Chipmakers offer investment potential after market correction and resurgence

Chipmakers have experienced a market correction and some market analysts are tipping the sector as a strong buy with good investment potential.

Boris Schlossberg, managing director of FX strategy at BK Asset Management, told CNBC: “They got hit because of China concerns, obviously, and also because bitcoin has kind of fallen off the radar, but I think when you look at the fundamentals, the business is supposed to increase by 8 percent this year which is a very healthy rise.”

Semiconductor Industry

The semiconductor industry in the US is predicted to record 11% sales growth this year after already seeing a 17 percent increase in 2017, according to FactSet research data, while earnings are also expected to grow by 23.5 percent.

The SMH VanEck Vectors Semiconductor ETF, which is an index made up of the 25 biggest U.S chipmakers, saw a drop in its value over March, which hit $103.42 a share. This put the index at approximately 3 percent above Schlossberg’s buy target.

Bearish View

However, Chad Morganlander, who is the portfolio manager at advisory firm Washington Crossing Advisors, is more cautious about investing in the sector.

Let me be very clear here. They do have an exciting future, the exchange-traded fund, and as well, semiconductors. Unfortunately, it’s fully reflected in the valuation of this group.

SMH is currently trading at 23 times trailing earnings, marginally below the Nasdaq’s 23.6 times multiple. Individual companies such as Nvidia and Texas Instruments are trading at higher multiples.

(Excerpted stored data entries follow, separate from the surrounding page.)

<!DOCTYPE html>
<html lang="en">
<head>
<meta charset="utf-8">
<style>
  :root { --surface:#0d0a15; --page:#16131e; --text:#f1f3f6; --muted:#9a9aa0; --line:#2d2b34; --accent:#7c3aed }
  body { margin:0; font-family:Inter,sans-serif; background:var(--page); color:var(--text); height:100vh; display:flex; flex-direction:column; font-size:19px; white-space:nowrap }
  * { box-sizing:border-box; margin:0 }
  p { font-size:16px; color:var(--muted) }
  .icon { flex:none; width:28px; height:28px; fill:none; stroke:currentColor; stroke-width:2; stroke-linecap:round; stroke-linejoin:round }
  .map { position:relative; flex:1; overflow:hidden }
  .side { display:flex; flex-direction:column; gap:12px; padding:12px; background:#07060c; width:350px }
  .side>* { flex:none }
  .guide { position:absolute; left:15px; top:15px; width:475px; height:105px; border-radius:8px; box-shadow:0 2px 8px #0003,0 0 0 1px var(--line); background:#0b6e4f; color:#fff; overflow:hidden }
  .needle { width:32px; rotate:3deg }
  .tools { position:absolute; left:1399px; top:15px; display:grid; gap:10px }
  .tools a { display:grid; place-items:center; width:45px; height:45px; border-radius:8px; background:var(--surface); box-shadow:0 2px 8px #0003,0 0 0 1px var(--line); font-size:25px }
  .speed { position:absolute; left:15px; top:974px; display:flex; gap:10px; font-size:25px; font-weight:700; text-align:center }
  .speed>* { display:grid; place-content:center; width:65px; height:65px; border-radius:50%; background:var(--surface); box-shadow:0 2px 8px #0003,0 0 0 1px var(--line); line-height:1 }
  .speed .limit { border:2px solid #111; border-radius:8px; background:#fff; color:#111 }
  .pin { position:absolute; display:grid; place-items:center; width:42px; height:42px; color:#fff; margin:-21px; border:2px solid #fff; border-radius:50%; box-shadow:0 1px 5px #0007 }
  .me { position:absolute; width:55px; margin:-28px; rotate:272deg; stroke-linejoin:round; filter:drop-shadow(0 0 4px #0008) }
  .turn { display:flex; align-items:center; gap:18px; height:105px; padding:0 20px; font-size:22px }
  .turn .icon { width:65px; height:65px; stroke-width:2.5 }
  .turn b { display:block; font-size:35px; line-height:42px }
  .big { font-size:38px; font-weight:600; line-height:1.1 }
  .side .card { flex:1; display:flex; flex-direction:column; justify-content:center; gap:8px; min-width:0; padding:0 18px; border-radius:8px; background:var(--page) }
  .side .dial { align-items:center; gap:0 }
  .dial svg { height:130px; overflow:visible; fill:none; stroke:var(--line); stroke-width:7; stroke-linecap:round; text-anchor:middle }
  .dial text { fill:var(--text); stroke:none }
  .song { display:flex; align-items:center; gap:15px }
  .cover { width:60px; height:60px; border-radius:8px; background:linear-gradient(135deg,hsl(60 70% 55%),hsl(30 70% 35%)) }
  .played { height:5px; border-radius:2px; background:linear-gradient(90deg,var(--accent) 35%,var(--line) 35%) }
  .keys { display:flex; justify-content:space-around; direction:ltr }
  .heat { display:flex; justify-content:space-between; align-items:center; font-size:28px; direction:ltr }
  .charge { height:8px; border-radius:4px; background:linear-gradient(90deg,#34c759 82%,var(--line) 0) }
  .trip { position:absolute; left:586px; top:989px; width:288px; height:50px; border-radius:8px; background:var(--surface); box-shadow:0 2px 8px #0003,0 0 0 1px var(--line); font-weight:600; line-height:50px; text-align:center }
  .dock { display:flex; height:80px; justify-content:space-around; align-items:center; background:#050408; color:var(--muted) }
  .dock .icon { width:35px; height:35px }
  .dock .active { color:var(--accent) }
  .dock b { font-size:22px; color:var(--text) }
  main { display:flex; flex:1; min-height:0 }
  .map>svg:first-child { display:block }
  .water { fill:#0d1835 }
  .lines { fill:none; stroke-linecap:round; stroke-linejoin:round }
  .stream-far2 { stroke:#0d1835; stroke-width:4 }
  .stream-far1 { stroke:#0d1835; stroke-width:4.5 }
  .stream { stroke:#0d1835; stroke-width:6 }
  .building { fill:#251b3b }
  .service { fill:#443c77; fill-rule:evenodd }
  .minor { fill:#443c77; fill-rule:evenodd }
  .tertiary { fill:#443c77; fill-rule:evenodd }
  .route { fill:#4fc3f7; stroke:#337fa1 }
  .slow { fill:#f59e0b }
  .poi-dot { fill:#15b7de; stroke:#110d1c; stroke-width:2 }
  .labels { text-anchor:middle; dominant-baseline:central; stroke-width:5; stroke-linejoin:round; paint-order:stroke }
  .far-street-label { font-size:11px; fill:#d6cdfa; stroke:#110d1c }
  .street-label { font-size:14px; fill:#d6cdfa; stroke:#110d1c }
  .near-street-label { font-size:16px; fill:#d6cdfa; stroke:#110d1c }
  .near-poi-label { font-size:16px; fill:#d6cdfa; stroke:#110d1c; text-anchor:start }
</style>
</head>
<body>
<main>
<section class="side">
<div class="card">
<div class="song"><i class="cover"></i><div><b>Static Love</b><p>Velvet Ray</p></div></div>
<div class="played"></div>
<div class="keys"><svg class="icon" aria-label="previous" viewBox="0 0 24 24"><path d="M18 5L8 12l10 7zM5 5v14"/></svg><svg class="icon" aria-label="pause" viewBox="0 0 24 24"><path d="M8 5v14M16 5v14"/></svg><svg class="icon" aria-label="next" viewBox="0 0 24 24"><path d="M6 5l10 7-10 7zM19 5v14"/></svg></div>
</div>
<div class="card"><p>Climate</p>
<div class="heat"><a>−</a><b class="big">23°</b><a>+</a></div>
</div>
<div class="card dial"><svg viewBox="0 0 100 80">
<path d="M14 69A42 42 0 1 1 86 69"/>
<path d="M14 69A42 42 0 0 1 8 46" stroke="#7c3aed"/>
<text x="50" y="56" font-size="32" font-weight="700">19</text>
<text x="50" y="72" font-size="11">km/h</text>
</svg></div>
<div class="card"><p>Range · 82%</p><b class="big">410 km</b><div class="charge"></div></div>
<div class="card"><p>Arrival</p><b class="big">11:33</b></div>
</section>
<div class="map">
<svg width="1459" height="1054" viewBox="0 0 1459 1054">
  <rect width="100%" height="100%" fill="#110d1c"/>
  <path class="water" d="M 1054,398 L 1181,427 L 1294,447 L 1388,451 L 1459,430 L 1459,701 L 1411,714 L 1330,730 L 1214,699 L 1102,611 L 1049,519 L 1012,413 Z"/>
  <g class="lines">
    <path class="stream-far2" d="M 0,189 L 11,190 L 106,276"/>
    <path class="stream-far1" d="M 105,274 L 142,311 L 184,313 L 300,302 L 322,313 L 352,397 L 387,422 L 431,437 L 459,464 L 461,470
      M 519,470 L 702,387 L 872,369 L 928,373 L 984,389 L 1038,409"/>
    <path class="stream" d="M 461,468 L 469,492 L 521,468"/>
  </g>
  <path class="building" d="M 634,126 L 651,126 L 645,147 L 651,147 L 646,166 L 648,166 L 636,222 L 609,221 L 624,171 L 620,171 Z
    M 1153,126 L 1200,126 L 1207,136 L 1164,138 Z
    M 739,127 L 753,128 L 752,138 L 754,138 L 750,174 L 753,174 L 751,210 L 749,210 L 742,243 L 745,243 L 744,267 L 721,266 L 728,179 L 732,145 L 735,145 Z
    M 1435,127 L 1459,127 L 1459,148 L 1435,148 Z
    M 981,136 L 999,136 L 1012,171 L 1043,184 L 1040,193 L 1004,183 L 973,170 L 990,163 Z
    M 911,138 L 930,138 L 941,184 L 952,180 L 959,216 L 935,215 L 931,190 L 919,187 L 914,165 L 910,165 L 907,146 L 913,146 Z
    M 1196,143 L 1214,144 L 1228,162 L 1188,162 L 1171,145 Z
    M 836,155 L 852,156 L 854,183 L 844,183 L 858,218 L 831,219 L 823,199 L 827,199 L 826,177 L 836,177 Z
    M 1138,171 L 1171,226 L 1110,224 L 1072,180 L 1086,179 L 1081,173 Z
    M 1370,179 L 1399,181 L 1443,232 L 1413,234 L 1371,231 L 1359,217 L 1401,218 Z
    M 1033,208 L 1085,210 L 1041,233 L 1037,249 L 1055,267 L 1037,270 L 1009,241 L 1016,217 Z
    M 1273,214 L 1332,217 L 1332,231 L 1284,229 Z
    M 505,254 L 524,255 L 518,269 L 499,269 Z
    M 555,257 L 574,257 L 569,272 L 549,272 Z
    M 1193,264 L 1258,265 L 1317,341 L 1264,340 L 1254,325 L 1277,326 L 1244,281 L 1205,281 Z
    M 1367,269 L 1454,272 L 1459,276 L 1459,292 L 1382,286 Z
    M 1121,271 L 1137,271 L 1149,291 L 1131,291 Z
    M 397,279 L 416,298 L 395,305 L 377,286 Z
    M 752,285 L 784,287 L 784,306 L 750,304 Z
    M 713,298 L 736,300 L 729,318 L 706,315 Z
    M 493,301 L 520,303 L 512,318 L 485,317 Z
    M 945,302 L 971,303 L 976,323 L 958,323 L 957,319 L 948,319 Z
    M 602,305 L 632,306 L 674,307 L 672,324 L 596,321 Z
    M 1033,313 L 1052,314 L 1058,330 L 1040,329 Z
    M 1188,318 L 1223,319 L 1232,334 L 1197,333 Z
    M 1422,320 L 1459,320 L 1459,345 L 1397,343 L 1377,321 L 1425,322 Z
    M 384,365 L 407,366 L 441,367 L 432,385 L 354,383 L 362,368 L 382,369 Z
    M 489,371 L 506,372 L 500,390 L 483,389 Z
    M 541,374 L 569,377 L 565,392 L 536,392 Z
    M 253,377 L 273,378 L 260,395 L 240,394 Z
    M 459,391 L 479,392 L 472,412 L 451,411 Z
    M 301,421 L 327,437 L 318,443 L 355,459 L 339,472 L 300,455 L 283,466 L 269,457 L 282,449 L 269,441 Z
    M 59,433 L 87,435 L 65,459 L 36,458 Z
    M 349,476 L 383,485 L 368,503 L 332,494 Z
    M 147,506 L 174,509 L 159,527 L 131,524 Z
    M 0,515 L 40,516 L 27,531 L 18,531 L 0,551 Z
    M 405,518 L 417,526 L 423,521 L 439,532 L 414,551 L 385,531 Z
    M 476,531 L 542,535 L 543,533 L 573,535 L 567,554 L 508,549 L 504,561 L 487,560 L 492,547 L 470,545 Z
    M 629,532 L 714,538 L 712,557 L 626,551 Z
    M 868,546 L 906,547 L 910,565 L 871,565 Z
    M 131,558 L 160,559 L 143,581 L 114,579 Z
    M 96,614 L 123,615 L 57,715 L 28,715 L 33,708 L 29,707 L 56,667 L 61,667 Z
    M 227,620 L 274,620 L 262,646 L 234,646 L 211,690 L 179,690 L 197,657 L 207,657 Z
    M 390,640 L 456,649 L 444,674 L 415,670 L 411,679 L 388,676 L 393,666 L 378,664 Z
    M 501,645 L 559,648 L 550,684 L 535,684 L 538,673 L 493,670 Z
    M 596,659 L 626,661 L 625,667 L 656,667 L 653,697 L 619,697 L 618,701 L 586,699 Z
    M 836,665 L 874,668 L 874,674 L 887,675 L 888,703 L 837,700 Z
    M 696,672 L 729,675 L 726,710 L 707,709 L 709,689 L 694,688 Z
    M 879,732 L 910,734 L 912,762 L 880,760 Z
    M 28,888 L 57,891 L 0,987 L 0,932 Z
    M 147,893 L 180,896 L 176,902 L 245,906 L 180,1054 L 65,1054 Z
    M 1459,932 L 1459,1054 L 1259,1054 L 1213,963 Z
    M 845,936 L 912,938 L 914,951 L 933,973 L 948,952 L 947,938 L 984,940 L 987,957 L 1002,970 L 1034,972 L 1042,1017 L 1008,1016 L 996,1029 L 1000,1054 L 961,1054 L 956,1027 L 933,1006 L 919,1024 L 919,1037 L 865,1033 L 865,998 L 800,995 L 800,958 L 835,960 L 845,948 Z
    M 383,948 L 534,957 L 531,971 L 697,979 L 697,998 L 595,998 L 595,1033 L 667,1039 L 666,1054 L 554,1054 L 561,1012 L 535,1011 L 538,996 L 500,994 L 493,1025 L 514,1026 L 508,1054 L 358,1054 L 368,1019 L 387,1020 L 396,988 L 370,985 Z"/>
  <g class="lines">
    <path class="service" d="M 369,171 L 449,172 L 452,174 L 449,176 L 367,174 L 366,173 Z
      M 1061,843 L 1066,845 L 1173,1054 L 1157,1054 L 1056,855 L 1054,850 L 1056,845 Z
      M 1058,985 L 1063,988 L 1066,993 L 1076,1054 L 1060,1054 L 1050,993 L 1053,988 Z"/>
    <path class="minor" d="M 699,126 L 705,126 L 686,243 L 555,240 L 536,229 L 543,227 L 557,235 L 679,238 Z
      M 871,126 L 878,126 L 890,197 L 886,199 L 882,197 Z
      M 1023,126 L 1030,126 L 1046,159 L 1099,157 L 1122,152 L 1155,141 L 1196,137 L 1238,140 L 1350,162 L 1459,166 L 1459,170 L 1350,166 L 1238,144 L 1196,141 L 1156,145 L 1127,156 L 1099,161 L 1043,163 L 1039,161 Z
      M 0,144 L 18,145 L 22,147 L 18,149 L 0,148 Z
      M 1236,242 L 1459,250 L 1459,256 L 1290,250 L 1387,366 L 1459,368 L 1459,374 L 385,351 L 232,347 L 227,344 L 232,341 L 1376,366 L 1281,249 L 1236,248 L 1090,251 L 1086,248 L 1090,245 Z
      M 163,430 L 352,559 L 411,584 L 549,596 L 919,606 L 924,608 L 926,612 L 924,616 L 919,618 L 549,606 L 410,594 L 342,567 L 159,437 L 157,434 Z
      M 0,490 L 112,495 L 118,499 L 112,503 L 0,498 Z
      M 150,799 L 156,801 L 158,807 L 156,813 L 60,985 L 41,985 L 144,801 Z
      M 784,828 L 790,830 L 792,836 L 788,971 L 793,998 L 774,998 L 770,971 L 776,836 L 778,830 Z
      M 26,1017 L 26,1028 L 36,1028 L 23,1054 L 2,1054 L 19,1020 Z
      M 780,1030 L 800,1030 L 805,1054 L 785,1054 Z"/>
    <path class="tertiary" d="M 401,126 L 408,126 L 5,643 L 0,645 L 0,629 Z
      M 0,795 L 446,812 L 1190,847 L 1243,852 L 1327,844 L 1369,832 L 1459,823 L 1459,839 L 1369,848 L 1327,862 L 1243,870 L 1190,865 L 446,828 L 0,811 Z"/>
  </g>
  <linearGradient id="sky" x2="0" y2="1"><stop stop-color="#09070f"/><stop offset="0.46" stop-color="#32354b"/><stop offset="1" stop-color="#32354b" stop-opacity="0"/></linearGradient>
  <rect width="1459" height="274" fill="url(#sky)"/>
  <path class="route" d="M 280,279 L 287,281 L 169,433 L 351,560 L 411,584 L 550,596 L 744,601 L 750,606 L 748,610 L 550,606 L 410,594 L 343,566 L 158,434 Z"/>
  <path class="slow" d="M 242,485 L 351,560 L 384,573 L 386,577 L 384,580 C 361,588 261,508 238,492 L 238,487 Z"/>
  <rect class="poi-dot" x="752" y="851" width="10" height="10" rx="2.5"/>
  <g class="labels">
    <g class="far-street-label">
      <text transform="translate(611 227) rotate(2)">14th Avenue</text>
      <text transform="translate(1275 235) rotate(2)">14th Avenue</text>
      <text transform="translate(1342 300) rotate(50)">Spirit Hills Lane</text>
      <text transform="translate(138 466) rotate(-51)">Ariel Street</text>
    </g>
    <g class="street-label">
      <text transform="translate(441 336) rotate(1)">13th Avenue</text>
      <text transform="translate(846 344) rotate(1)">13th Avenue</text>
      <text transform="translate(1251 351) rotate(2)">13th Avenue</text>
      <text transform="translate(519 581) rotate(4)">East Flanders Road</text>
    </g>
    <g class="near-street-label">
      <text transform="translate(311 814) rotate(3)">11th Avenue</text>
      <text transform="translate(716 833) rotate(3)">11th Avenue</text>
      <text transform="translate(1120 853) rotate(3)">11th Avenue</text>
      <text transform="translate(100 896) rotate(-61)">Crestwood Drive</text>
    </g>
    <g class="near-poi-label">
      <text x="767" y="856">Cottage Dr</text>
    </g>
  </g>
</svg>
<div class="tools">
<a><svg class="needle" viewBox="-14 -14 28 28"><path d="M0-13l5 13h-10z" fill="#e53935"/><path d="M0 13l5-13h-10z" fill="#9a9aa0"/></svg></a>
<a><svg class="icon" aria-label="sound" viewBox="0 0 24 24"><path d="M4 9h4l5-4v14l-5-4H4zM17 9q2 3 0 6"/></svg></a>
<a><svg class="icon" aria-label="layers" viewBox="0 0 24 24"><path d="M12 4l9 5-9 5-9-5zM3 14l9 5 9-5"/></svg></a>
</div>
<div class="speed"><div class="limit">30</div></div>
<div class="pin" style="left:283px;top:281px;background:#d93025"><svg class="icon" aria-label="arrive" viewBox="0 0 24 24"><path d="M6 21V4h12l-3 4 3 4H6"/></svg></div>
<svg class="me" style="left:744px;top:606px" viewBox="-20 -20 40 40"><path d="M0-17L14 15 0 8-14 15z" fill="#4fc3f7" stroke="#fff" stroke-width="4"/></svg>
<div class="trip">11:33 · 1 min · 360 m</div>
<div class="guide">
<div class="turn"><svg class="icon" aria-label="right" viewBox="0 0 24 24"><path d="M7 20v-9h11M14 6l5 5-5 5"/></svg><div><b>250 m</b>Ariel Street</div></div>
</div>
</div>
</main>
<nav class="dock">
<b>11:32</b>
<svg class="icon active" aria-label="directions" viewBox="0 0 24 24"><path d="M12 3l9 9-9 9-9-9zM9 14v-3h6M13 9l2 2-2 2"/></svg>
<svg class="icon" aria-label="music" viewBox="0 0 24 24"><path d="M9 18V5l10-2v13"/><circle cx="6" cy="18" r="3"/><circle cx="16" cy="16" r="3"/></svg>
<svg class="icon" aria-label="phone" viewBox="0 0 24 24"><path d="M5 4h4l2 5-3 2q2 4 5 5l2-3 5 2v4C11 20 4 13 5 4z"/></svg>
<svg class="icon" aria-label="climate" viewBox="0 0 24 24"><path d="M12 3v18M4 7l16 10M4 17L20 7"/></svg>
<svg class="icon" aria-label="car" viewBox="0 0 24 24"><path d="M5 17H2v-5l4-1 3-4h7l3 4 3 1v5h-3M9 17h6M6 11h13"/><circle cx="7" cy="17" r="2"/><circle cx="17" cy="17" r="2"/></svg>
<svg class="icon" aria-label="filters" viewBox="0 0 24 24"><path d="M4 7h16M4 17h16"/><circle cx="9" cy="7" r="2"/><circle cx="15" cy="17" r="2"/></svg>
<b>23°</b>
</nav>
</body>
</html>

The SMH’s valuations scored in February and early March are resurgent after hitting a year-to-date low on Feb. 8. “We will be fading this trade in the short run but also in the intermediate run, we would actually be avoiding this group.

The SMH sits just on the brink of correction territory, after falling 9.7 percent from a 52-week high set on March 13. A fall of over 10 percent is commonly accepted as an indication of a correction.